Data items:
....

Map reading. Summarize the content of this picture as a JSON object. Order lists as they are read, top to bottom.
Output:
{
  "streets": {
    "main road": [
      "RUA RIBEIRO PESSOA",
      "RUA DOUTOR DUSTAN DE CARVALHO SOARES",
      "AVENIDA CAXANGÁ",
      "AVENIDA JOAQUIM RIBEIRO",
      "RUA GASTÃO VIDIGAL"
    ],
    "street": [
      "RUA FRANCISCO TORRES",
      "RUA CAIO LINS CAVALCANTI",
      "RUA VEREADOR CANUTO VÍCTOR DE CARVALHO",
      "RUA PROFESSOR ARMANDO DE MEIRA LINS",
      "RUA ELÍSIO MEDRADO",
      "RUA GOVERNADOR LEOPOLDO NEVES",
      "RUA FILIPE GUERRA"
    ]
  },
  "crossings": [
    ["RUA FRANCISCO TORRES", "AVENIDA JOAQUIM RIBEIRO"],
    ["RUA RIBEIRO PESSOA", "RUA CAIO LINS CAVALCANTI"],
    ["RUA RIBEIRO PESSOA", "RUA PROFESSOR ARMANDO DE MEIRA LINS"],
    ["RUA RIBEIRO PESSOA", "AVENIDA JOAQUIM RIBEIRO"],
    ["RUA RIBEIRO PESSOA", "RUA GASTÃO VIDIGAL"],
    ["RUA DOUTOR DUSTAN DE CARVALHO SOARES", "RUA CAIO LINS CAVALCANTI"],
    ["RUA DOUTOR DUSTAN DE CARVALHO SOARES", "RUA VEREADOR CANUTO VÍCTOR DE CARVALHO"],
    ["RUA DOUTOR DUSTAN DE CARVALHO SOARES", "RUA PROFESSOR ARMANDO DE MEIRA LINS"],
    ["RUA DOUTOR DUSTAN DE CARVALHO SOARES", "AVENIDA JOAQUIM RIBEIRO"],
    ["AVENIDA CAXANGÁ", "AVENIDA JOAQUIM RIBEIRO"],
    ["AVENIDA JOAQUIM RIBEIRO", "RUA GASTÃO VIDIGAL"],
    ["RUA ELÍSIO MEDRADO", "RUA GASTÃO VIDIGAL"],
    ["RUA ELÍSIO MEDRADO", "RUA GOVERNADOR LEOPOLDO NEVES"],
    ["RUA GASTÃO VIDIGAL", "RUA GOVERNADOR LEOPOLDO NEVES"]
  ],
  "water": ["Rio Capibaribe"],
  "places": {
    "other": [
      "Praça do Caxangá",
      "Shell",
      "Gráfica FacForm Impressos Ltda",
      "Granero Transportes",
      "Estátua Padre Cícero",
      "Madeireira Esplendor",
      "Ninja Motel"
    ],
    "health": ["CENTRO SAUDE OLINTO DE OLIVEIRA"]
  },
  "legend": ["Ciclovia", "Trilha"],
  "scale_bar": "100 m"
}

....

Say how many lines in the entries above contain the string "ARMANDO". Give the number by itself.

SOLUTION TO THIS PROBLEM: 3